Top of Information supplied

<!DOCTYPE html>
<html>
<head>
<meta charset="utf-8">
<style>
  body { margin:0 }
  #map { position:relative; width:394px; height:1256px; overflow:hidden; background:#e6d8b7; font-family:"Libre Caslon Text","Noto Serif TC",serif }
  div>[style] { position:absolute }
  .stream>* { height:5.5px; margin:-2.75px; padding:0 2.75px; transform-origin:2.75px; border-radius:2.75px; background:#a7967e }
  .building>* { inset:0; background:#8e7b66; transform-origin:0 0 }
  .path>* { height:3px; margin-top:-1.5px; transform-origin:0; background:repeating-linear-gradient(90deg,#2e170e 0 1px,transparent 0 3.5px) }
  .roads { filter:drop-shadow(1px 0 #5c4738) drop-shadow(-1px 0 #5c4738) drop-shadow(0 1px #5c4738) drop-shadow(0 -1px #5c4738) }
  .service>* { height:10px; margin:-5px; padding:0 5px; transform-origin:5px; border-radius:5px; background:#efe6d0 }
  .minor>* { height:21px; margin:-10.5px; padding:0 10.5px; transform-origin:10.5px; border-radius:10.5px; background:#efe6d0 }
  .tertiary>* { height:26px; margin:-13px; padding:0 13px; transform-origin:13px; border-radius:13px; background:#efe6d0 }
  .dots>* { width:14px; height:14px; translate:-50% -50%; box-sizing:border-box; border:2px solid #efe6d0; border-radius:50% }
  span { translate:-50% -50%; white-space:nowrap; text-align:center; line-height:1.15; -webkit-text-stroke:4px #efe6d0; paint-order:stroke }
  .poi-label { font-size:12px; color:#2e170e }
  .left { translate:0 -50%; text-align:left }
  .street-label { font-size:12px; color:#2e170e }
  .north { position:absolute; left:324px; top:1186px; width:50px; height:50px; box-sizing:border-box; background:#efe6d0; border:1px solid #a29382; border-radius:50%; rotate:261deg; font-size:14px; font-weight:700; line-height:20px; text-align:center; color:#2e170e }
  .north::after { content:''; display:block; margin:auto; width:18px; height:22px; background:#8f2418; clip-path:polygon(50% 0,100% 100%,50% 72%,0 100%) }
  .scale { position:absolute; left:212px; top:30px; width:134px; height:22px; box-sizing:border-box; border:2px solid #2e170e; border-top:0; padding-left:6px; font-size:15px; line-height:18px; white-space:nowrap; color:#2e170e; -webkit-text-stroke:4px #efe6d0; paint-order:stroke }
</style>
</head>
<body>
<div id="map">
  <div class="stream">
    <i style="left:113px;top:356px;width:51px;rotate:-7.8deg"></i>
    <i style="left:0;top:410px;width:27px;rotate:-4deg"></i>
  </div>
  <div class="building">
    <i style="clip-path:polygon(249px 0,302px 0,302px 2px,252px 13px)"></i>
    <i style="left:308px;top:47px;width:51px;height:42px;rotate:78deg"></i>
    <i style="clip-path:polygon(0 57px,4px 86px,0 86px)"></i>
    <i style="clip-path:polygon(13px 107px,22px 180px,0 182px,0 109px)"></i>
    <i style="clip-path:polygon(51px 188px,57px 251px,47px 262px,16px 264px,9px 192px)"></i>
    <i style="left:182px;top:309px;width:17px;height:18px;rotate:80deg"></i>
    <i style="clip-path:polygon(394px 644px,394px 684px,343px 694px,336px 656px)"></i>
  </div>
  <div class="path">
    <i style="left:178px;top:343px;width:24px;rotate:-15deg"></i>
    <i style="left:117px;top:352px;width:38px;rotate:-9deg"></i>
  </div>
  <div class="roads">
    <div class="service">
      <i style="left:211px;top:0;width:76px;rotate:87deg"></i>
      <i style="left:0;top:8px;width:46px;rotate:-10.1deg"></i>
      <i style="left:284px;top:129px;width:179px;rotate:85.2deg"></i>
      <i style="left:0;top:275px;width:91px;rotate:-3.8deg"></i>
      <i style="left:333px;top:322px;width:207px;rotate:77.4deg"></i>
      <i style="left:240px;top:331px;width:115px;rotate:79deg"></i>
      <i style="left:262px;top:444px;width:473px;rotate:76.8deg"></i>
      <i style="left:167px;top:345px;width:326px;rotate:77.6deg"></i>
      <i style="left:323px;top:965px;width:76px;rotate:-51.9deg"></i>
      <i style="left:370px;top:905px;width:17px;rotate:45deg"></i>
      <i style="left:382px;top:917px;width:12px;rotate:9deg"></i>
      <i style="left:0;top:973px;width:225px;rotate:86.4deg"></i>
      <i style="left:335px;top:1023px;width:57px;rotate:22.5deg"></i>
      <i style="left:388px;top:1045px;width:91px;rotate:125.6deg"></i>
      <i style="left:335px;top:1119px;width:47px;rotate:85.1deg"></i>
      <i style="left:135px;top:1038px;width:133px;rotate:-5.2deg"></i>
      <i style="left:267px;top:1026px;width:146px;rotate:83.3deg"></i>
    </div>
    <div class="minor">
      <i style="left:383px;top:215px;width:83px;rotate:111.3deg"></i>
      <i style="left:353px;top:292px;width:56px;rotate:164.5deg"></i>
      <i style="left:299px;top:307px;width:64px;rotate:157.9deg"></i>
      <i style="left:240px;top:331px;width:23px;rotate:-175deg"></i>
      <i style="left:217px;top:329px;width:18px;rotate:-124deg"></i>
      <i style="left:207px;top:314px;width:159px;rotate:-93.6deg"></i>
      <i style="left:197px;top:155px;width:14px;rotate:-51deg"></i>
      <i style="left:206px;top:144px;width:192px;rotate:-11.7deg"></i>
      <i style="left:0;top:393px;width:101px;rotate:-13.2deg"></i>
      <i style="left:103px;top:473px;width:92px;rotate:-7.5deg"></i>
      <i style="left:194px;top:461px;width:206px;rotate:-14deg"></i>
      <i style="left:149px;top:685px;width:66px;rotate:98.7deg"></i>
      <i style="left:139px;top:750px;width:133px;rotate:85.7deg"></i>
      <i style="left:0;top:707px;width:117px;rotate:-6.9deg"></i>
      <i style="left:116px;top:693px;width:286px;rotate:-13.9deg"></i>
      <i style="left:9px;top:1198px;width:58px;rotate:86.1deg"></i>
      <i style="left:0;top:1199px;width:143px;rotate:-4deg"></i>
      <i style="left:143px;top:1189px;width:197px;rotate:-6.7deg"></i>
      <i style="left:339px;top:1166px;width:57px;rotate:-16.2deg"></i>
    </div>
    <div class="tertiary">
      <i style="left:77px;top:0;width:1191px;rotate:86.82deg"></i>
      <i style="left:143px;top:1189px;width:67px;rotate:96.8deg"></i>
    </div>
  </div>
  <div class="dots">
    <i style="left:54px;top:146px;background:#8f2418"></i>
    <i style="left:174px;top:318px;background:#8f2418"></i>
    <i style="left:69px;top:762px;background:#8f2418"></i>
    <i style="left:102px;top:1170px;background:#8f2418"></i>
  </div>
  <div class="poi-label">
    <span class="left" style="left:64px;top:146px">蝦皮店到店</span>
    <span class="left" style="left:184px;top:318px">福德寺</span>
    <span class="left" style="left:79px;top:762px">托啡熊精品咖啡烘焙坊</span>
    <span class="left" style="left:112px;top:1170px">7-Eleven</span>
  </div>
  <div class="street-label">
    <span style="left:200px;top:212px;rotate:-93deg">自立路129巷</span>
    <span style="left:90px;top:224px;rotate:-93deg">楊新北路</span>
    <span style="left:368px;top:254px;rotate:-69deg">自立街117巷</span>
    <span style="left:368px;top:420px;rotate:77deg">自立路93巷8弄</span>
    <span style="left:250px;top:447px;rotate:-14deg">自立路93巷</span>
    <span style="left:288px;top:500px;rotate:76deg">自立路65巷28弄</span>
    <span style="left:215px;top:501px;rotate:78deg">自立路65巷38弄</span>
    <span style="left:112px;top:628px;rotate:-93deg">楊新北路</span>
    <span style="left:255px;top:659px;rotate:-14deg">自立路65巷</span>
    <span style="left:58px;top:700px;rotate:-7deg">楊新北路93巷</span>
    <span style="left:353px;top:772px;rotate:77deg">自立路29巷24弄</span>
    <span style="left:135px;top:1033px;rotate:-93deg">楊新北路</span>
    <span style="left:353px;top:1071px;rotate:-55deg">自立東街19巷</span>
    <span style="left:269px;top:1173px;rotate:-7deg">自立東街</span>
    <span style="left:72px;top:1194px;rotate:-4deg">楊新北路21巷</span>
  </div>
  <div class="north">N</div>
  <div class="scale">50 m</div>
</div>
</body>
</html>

Bottom of Information supplied

Reproduce only this range: the first line of the data above through the line with "height:3px; margin-top:-1.5px; transform-origin:0;", both included, exactly as written.

<!DOCTYPE html>
<html>
<head>
<meta charset="utf-8">
<style>
  body { margin:0 }
  #map { position:relative; width:394px; height:1256px; overflow:hidden; background:#e6d8b7; font-family:"Libre Caslon Text","Noto Serif TC",serif }
  div>[style] { position:absolute }
  .stream>* { height:5.5px; margin:-2.75px; padding:0 2.75px; transform-origin:2.75px; border-radius:2.75px; background:#a7967e }
  .building>* { inset:0; background:#8e7b66; transform-origin:0 0 }
  .path>* { height:3px; margin-top:-1.5px; transform-origin:0; background:repeating-linear-gradient(90deg,#2e170e 0 1px,transparent 0 3.5px) }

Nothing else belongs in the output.